Shut up and kiss me, p.11
Shut Up and Kiss Me,
p.11
I pinch my arm to make sure I’m alive. That this call is occurring on Planet Earth and not in Emerson’s Fantasy Parallel Universe.
“Yeah, we definitely need your non-zombie brain, Hayes,” Nolan says.
“Good. I advise you to say yes. This is everything we’ve been wanting for you two,” he says.
It is everything.
That’s what scares me. If something is too good to be true, maybe it is. But I set aside philosophical musings as Hayes reviews more details.
He gives us the details for our shoot and the meeting in New York with the Webflix producer, then he ends the call. As we hang up the phone, the sounds from the yard drift in.
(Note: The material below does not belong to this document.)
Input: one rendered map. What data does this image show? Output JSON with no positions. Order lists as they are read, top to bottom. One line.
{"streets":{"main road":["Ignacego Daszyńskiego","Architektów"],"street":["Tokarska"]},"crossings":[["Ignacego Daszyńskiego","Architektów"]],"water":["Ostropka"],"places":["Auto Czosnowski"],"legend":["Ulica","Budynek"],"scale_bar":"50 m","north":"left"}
Jason’s voice, Harlan’s voice, Katie’s, Carter’s, Sydney’s.
But the one voice I key in on belongs to the person in front of me.
My best friend.
“Emerson,” Nolan rasps, and my name has never sounded so charged, so full of atoms and ions.
Full of hopes and dreams.
He advances toward me. Clasps my shoulders. “Did we just get an offer from Webflix to do our very own streaming show in New York City?” he asks in disbelief.
He sounds so fucking giddy.
He sounds how I feel.
“I think we did,” I whisper, like saying it too loud will tank the deal. Like it’s a precious thing we have to whisper about to protect.
“This must be what it feels like to be my brother and play in the NFL. To be my dad and close killer deals,” he says.
I grab his face, hold him tight. “Shut up. Don’t compare yourself. This is what it feels like to be us.”
“I like us.”
I do too. I like the feel of his face in my cupped palms. I like his hazel eyes, glittering. I like sharing this passion project with him.
I’m so glad I’m not doing this solo. I was never wired to be alone. I traveled into this world as part of a team. I’m built to be part of a duo.
And we did this together.
“So do I,” I say, as a marching parade takes over my heart. Drums beat, trumpets flare, and I am exuberant. “I feel like I did that night after you took me on the roller coaster.”
Is that too risky to say? Maybe it is. But I feel a little high right now. A little daring, like I can have it all.
“Me too.” He steps closer. It’s a declaration as he invades my space, inches away. Kisses are written all over his eyes, as if this is how we need to seal the deal. Like we did after the roller coaster. Hell, we survived our first kiss; we survived sex. We could surely handle a celebratory kiss.
I’m ready to throw caution to the wind, right here in his brother’s kitchen. My stomach flips, and my chest flops, and both Nancy and I are in agreement.
With his face still in my hands, I lean into him, a gust of breath coasting over my lips. It sounds like an admission. Like my sigh says kiss me.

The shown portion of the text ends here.